*** Opening Given records ***

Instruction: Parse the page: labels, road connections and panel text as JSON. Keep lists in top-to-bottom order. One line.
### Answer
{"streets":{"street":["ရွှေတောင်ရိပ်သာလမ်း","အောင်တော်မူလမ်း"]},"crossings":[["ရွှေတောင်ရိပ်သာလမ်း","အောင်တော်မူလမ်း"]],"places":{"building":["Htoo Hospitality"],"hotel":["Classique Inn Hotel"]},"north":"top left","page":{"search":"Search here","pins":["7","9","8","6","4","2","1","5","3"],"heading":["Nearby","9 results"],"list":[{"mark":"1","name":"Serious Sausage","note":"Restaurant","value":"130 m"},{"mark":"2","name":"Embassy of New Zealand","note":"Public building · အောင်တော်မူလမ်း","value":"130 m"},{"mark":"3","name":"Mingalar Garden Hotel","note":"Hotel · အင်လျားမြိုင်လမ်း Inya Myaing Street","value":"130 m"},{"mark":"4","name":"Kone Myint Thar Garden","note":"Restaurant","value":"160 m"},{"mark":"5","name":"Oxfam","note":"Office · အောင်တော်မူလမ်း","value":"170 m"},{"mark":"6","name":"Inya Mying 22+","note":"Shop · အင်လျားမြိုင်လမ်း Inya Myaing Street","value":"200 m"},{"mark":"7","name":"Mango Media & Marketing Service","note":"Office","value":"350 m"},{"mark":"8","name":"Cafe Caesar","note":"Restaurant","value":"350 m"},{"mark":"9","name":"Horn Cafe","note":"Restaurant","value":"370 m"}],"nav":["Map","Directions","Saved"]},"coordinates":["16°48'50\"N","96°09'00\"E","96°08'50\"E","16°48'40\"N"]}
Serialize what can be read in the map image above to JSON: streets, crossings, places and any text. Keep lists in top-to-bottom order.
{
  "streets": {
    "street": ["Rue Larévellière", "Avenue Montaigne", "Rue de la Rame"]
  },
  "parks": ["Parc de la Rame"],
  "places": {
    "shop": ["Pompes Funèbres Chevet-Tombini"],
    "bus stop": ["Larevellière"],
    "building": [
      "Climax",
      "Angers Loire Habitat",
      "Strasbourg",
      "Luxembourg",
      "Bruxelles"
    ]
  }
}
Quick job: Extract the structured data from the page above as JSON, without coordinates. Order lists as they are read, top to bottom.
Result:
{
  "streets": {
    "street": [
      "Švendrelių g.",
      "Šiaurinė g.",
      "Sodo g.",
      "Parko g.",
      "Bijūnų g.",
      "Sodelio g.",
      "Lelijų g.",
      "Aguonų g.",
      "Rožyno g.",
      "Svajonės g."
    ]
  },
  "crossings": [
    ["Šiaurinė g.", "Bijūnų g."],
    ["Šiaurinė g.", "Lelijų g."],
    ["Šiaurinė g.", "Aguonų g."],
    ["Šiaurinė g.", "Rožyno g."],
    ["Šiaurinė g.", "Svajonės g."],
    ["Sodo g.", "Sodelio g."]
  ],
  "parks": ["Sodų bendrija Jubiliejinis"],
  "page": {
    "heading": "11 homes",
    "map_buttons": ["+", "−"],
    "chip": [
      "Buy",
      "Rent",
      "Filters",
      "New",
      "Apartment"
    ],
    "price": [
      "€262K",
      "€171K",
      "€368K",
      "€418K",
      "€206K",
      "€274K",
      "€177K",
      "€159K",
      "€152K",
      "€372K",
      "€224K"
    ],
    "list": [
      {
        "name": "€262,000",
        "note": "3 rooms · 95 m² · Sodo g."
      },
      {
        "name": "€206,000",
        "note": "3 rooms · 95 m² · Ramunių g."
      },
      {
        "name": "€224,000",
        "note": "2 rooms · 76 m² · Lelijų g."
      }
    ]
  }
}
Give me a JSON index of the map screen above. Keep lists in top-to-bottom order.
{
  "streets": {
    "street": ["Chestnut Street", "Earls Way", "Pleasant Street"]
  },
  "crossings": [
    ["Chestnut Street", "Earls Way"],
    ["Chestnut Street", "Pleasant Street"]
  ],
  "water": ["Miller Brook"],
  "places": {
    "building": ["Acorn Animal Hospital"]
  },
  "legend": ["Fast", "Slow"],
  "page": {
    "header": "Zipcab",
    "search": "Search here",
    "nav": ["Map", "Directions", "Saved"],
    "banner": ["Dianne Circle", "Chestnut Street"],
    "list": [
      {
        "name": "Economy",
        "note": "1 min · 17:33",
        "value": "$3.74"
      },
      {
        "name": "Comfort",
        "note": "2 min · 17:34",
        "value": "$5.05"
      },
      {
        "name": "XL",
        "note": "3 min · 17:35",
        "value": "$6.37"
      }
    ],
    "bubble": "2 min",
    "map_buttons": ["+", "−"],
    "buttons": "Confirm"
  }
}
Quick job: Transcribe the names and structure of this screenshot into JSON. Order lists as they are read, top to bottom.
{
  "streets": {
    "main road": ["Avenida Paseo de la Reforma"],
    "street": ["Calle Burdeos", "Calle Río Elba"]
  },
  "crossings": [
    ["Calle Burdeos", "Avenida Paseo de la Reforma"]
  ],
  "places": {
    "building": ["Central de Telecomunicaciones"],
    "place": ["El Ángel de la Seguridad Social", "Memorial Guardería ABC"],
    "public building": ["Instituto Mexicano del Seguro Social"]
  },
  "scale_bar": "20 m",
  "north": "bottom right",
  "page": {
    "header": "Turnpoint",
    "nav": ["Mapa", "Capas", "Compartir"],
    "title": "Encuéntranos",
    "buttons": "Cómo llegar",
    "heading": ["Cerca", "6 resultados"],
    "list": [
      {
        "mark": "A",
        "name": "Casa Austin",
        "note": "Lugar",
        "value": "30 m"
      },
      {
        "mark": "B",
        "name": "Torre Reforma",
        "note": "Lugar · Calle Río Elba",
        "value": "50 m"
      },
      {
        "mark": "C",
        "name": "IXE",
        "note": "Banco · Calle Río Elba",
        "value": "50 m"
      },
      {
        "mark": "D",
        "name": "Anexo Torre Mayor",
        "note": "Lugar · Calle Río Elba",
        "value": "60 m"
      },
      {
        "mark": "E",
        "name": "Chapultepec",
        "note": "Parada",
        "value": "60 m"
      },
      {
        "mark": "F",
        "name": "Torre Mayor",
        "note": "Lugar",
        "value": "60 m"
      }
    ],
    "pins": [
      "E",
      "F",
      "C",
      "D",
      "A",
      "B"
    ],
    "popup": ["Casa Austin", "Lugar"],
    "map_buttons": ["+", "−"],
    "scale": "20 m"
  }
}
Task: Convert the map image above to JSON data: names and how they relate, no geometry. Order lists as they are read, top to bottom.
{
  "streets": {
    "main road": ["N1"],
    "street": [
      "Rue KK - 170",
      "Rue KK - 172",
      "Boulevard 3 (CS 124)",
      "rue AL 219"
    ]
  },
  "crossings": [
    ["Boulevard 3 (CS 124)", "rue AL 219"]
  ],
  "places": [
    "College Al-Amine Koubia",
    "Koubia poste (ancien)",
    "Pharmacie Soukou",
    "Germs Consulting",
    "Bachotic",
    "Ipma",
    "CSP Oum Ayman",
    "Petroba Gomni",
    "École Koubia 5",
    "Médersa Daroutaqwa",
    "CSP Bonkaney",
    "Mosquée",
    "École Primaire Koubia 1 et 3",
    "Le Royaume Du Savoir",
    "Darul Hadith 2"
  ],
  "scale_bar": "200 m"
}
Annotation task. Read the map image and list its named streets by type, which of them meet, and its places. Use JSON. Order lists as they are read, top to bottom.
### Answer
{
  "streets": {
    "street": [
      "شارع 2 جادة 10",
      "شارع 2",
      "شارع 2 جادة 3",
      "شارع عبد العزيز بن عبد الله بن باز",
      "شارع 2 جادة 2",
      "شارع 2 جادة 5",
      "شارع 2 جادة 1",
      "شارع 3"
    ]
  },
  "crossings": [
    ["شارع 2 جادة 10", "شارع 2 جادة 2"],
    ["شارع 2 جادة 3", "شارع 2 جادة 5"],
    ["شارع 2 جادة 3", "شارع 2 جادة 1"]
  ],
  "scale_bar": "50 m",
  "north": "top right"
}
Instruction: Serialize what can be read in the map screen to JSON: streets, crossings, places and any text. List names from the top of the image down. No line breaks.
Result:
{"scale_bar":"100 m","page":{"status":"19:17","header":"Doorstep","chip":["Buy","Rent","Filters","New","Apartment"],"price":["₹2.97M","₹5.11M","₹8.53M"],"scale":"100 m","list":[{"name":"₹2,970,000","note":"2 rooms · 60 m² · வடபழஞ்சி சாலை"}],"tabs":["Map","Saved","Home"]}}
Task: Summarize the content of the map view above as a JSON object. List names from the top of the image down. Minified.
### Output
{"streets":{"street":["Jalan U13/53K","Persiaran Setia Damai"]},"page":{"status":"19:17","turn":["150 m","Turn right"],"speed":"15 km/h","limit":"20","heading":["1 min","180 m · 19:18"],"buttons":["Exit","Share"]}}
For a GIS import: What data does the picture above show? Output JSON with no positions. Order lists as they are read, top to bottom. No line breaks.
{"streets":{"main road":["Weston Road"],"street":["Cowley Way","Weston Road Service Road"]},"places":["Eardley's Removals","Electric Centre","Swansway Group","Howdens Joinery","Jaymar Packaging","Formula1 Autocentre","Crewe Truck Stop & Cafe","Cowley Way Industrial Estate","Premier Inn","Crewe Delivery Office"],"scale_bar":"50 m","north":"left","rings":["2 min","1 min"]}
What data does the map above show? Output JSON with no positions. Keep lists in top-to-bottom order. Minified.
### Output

*** Closing Given records ***

What is needed:
Wherever the string "down" occurs in the listing, return the line it sits on.

Task response:
Instruction: Serialize what can be read in the map screen to JSON: streets, crossings, places and any text. List names from the top of the image down. No line breaks.
Task: Summarize the content of the map view above as a JSON object. List names from the top of the image down. Minified.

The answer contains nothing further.